Step Command / Action Description / Removed Domain Removed Nodes
1 .load wikidata-20251222-all.json (implicit via cache or direct) Loading the full Wikidata data (113 million items) into zelph. Creates a .bin cache for quick reloading. N/A
2 .lang wikidata Switch to Wikidata language for correct ID handling. N/A
3 .prune-nodes A P31 Q8054 Remove all instances of protein (Q8054). 990416
4 .prune-nodes A P279 Q8054 Remove all subclasses of protein (Q8054). 17565
5 .prune-nodes A P31 Q7187 Remove all instances of gene (Q7187). 1074168
6 .prune-nodes A P279 Q7187 Remove all subclasses of gene (Q7187). 38756
7 .prune-nodes A P31 Q11173 Remove all instances of chemical compound (Q11173). 83
8 .prune-nodes A P279 Q11173 Remove all subclasses of chemical compound (Q11173). 1061177
9 .prune-nodes A P31 Q13442814 Remove all instances of scholarly article (Q13442814). 45381672
10 .prune-nodes A P31 Q16521 Remove all instances of taxon (Q16521). 3799221
11 .prune-nodes A P31 Q5 Remove all instances of human (Q5). 12930031
12 .prune-nodes A P131 B Remove all administrative location relationships (P131: located in administrative territorial entity). 13608039
13 .cleanup Remove isolated nodes after pruning.
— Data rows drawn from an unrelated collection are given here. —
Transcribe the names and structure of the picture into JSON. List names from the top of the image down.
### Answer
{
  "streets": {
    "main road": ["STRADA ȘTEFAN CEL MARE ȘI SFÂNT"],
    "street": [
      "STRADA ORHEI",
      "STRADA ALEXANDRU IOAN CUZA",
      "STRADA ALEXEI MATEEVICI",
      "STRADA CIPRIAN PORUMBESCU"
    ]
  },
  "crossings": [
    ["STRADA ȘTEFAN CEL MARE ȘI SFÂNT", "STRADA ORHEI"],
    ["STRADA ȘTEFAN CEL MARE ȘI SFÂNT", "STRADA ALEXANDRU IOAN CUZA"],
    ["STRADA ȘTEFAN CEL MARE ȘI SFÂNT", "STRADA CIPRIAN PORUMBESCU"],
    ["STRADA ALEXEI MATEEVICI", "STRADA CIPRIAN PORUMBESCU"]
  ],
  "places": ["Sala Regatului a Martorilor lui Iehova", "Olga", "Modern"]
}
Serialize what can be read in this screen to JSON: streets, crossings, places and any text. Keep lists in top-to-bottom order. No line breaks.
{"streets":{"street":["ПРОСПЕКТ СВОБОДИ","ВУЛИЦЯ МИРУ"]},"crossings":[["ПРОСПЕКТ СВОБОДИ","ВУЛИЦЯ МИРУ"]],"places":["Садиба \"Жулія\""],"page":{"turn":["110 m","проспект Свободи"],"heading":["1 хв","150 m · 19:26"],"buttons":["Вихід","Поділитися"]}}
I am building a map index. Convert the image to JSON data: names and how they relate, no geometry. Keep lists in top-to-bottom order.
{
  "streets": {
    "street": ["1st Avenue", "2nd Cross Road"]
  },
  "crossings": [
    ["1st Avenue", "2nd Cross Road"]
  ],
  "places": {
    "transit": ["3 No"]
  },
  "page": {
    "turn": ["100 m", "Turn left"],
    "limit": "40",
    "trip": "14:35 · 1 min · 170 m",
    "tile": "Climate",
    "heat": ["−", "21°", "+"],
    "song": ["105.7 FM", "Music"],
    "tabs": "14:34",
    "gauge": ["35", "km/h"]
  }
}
N/A
14 .prune-nodes A P31 Q4167836 Remove all instances of Wikimedia category (Q4167836). 5725423
15 .prune-nodes A P31 Q523 Remove all instances of star (Q523). 3275598
16 .prune-nodes A P31 Q318 Remove all instances of galaxy (Q318). 2100179
17 .prune-nodes A P31 Q4167410 Remove all instances of Wikimedia disambiguation page (Q4167410). 1512307
18 .prune-nodes A P31 Q113145171 Remove all instances of type of chemical entity (Q113145171). 285332
19 .prune-nodes A P31 Q11266439 Remove all instances of Wikimedia template (Q11266439). 803009
20 .prune-nodes A P31 Q79007 Remove all instances of street (Q79007). 3903
21 .prune-nodes A P31 Q13433827 Remove all instances of encyclopedia article (Q13433827). 654456
22 .prune-nodes A P31 Q101352 Remove all instances of family name (Q101352). 661987
23 .prune-nodes A P31 Q13100073 Remove all instances of village of the People's Republic of China (Q13100073). 10695
24 .prune-nodes A P279 Q277338 Remove all subclasses of pseudogene (Q277338). 43974
25 .prune-nodes A P31 Q277338 Remove all instances of pseudogene (Q277338). 11172
26 .prune-nodes A P1433 B Remove all publication relationships (P1433: published in). 1110396
27 .prune-nodes A P31 Q3305213 Remove all instances of painting (Q3305213). 1038138
28 .prune-nodes A P31 Q4022 Remove all instances of river (Q4022). 70687
29 .prune-nodes A P31 Q8502 Remove all instances of mountain (Q8502). 102503
30 .prune-nodes A P31 Q486972 Remove all instances of human settlement (Q486972). 61361
31 .prune-nodes A P31 Q2668072 Remove all instances of collection (Q2668072). 502805
32 .prune-nodes A P31 Q3331189 Remove all instances of version, edition or translation (Q3331189). 685955
33 .prune-nodes A P407 Q7850 Remove all language relationships to Chinese (Q7850: language of work or name). 144497
34 .prune-nodes A P407 Q7737 Remove all language relationships to Russian (Q7737: language of work or name). 37121
35 .prune-nodes A P921 B Remove all main subject relationships (P921: main subject). 554601
36 .prune-nodes A P17 B Remove all country relationships (P17: country). 4903773
37 .cleanup Final removal of isolated nodes. 2519014
38 .save wikidata-20251222-pruned.bin Save the final pruned file. N/A

After these steps, the file was ready for publication. The pruning steps focused on the largest data volumes (e.g., biology, chemistry, astronomy, geography) to make it easier for users with standard hardware to get started.